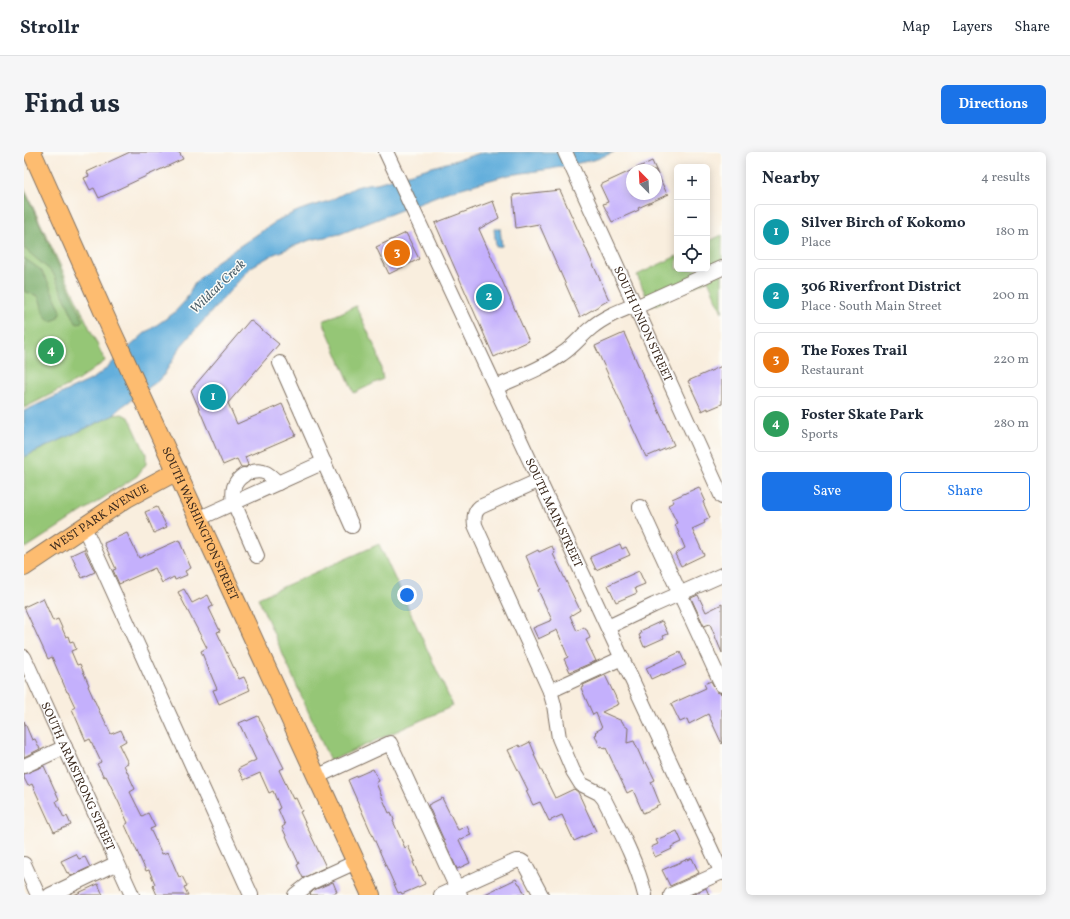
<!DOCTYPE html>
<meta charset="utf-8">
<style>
body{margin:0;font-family:Vollkorn,serif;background:#f6f6f7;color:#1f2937}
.controls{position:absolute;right:12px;top:12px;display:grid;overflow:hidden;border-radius:6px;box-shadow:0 2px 10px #0003}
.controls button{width:36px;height:36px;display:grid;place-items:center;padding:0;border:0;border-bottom:1px solid #e0e1e3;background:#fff;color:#1f2937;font:20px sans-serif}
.compass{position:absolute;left:602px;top:12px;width:36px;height:36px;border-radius:50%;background:#fff;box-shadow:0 2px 10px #0003;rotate:336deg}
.you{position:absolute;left:383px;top:443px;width:14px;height:14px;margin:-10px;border:3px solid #fff;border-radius:50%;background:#1a73e8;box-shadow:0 0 0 6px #1a73e833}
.badge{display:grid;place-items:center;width:26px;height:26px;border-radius:50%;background:#1a73e8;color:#fff;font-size:13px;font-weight:700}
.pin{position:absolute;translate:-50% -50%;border:2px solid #fff;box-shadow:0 1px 4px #0006}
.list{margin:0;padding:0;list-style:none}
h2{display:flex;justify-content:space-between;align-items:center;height:52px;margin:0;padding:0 16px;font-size:17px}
h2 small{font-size:13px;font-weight:400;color:#747a83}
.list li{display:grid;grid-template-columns:26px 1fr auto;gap:12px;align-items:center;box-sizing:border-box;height:56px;margin:0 8px 8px;padding:0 8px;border:1px solid #e0e1e3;border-radius:6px}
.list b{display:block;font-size:15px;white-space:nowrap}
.list p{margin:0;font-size:13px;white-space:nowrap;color:#747a83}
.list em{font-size:13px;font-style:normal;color:#747a83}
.actions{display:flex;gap:8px;padding:12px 16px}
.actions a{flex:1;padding:9px 0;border:1px solid #1a73e8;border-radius:6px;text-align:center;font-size:14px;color:#1a73e8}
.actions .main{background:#1a73e8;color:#fff}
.icon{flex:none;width:22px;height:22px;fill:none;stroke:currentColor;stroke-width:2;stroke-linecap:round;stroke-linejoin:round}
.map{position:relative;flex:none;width:698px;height:743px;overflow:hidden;border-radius:6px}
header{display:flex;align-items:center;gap:24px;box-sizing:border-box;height:56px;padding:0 20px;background:#fff;border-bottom:1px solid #e0e1e3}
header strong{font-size:19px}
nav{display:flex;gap:22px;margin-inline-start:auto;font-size:14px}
.intro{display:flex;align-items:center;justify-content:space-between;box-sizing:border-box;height:96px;padding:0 24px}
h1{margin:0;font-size:28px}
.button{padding:10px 18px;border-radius:6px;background:#1a73e8;color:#fff;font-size:14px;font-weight:700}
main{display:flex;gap:24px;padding:0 24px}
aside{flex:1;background:#fff;border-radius:6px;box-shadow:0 2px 10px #0003}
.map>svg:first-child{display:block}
.green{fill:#95c676;stroke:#68784a}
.forest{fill:#78ab67;stroke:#5a6a42}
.water{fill:#63afdc;stroke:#4f6c7d}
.building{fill:#c4b0fc}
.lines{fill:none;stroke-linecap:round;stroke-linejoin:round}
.minor-casing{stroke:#7e6f61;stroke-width:16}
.major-casing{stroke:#7e6f61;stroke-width:20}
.minor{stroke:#fff;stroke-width:14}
.major{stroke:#fdbc6f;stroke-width:18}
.labels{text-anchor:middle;stroke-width:3;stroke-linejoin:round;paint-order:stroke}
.street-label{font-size:12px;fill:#3b2a1e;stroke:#fdfcf7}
.water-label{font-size:13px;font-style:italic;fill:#4b5f6a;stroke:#fdfcf7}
</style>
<header>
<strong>Strollr</strong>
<nav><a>Map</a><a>Layers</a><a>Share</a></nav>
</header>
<div class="intro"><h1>Find us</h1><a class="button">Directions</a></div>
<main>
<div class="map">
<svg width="698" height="743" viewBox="0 0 698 743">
<rect width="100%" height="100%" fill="#fdfcf7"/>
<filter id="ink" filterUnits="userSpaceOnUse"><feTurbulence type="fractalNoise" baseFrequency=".025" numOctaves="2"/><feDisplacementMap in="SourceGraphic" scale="8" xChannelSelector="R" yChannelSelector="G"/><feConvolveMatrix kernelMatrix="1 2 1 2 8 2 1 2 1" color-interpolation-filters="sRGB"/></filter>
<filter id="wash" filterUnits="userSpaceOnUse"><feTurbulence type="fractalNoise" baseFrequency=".012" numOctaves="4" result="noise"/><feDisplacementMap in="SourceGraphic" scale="16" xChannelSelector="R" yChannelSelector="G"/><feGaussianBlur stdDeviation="0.9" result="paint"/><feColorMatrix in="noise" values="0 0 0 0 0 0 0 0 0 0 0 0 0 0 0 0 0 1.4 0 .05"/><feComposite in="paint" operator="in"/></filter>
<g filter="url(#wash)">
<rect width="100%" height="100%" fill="#f9eede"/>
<g class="green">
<polygon points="0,36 81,209 53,229 0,256"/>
<polygon points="698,83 698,160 684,128 627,155 613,123 653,104 653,117 683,117 683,90"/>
<polygon points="332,154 354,202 359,227 330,241 299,169"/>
<polygon points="98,262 105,265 122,302 122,312 113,324 2,396 0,392 0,305 90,263"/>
<polygon points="355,392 429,554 306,609 234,446"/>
</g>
<g class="forest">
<polygon points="0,41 2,42 59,168 55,172 52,171 29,121 0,96"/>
<path d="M 0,106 L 17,118 L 25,132 L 37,159 L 33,167 L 27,169 C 15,162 20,154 14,144 L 0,139 Z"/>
</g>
<g class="water">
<polygon points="460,0 590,0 573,7 527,17 484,23 420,41 316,82 286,88 250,102 227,115 157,194 138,226 96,256 90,263 0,305 0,259 69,227 78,220 121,181 150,161 161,149 171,131 192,110 256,67 276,58 305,49 332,35 343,32 353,31"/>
<polygon points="476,76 478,94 472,95 470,77"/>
</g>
<g id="blocks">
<g class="building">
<polygon points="106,0 155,0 159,7 75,46 70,36 66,38 60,26 65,24 63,20"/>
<polygon points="628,9 632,18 608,18 608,42 632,42 632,18 643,42 645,42 614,56 615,58 588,70 579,52 584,50 576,33"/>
<polygon points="536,38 585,148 556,165 515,72 492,76 489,43"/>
<polygon points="469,49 475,66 455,77 505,189 470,205 411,71"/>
<polygon points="382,81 395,107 365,122 352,95"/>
<polygon points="226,168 255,192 204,251 213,272 258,252 272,283 221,305 224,313 222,315 217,315 213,307 199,313 167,238"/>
<polygon points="600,181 650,293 622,305 571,194"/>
<polygon points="698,214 698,252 684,258 684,256 678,259 664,229"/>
<polygon points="675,335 681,348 679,350 686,366 680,369 681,371 668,377 680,403 657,414 651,402 661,396 651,372 653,371 644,353 650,350 648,347"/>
<polygon points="133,355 143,375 130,381 121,360"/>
<polygon points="103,381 115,406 155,388 167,416 161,419 163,423 151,428 150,425 138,431 131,416 95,432 89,418 92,417 80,391"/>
<polygon points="596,392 598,397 602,395 606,403 572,418 566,405"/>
<polygon points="528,394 531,401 529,402 556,458 546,464 553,479 560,475 562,478 563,478 566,486 562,488 572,509 546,520 540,507 544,505 533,478 514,487 509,476 528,468 514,438 516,437 502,404 514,398 515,400"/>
<polygon points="60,397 71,420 58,426 47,403"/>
<polygon points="615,419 621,432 611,436 613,441 592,450 584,433"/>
<polygon points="160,437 168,451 184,443 189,454 185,456 196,479 193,480 215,527 220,525 226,538 195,552 189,538 193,537 177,499 183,496 154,440"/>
<polygon points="674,443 682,460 698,452 698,501 686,472 680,474 667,446"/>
<polygon points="19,446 29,469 34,467 42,485 44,484 46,490 49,489 52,497 47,499 53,513 56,512 65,533 64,534 77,563 78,563 87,582 97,578 102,589 95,593 104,611 100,613 111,637 106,640 118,664 124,661 131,675 126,677 138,702 144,700 155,725 158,724 163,734 160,735 164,743 133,743 129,734 131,732 125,718 122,719 101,673 104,671 95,651 82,624 80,625 73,612 77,610 66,587 62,589 48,557 51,555 44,540 43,540 28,505 24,507 0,455"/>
<polygon points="638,469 644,482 639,484 640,486 620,495 615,483 617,482 616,479"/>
<polygon points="656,500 662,513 639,523 638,522 627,527 622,516"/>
<polygon points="581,523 595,552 578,560 598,569 600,573 604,576 603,591 610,589 620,612 622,610 631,628 627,630 636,652 632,654 633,655 619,661 609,638 603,641 582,596 580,597 578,594 576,595 571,583 573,582 571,580 578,576 572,561 569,563 557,536 560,535 559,533"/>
<polygon points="687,529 693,540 698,542 698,592 684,562 665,572 663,567 656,570 647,552 682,536 680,532"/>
<polygon points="234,564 260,616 255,618 269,647 272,646 278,659 276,660 302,715 279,726 273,713 275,712 258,675 261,673 254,657 256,656 249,639 245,641 236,621 220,628 214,617 232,608 215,571 222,568 223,569"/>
<polygon points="0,569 8,588 11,587 16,597 0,605"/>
<polygon points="506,590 511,602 510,603 531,646 550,637 554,640 572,679 550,689 538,663 525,669 516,650 509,653 502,639 504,638 484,598 495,593 496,595"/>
<polygon points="20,614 35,647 32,649 40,666 43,664 47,673 30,680 8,632 4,634 0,626 0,622"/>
<polygon points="349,617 355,629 352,631 365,661 367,660 370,668 369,669 381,696 384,694 391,709 389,710 395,724 397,723 401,732 378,742 377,740 374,741 324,628"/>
<polygon points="418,646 434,678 443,674 447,683 435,688 446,711 433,717 404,653"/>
<polygon points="653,679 658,690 647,695 648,697 631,705 627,695 634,692 632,688"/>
<polygon points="52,702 55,707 61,705 66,715 47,724 45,720 43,721 37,709"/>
<polygon points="668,706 675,721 646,734 638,718 664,707 664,708"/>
<polygon points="492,727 495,732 496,732 501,743 459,743"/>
<polygon points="309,730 313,740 307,743 287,743 286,742 290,738"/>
<polygon points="74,732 79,743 50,743"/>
<polygon points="682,736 685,743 668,743"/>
</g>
</g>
</g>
<g filter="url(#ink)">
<use href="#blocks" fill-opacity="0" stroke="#7e6f61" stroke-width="1"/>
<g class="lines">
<defs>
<g id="minor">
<path id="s1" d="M 362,0 L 698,721"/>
<path id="s2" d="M 541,0 L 698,345"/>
<polyline points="612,155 698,116"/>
<polyline points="256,211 328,374"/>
<path d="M 472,235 C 494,225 518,217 538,202 C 549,195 557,184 567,176 C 580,165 596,159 611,153"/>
<path d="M 228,320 C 240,317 245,322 254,331"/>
<path d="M 220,323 C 209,330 208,338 210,351 L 233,404"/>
<path d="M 516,328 L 456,355 C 450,360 450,366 451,373 L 526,539 L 530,553 L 535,586 L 549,619 L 557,632 L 575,641 L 580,647 C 596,679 612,708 621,743"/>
<polyline points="616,355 698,533"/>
<polyline points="174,367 300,310"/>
<polyline points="60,375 227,743"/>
<polyline points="584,475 630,453 698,423"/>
<path id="s3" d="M 0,505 L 108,743"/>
<polyline points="526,539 598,506"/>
<polyline points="0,614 41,595"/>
<polyline points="292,625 366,591 436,743"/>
<polyline points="0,712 14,743"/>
<polyline points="26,743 93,711"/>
<polyline points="271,743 286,731 332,710"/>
<polyline points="417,743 492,709 497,709 500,711 517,743"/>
<polyline points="647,743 698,720"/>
</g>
<g id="major">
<path id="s4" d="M 8,0 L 87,177 L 347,743"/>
<path id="s5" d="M 0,415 L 103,346 L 153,319"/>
</g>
</defs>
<use href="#minor" class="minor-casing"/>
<use href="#major" class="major-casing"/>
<use href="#minor" class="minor"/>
<use href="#major" class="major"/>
</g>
</g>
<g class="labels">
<g class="street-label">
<text dy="4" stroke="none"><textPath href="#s2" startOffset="189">SOUTH UNION STREET</textPath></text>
<text dy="4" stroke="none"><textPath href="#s1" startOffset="398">SOUTH MAIN STREET</textPath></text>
<text dy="4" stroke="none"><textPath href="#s5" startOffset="90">WEST PARK AVENUE</textPath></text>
<text dy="4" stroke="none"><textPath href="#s4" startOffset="408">SOUTH WASHINGTON STREET</textPath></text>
<text dy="4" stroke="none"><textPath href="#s3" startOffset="131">SOUTH ARMSTRONG STREET</textPath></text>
</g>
<g class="water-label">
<text transform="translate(193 134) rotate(-44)" y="5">Wildcat Creek</text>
</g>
</g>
</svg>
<div class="controls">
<button>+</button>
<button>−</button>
<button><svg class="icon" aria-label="locate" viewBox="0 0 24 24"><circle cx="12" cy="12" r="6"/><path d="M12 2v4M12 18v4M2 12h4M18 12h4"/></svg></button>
</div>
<svg class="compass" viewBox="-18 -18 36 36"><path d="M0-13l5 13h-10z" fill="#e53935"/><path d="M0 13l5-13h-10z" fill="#747a83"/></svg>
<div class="you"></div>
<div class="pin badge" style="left:189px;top:245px;background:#0f9aa8">1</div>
<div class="pin badge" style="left:465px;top:145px;background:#0f9aa8">2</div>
<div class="pin badge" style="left:373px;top:101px;background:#e8710a">3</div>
<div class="pin badge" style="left:27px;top:199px;background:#2e9e5b">4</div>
</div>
<aside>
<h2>Nearby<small>4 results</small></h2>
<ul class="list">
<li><span class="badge" style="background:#0f9aa8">1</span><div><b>Silver Birch of Kokomo</b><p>Place</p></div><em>180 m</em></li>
<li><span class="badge" style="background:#0f9aa8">2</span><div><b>306 Riverfront District</b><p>Place · South Main Street</p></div><em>200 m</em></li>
<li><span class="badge" style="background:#e8710a">3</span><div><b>The Foxes Trail</b><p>Restaurant</p></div><em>220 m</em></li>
<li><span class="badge" style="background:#2e9e5b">4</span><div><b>Foster Skate Park</b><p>Sports</p></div><em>280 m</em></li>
</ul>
<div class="actions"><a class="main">Save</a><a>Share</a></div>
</aside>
</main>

## Exercise
Each line holding "casing" in the records should be copied out.

## Result
.minor-casing{stroke:#7e6f61;stroke-width:16}
.major-casing{stroke:#7e6f61;stroke-width:20}
<use href="#minor" class="minor-casing"/>
<use href="#major" class="major-casing"/>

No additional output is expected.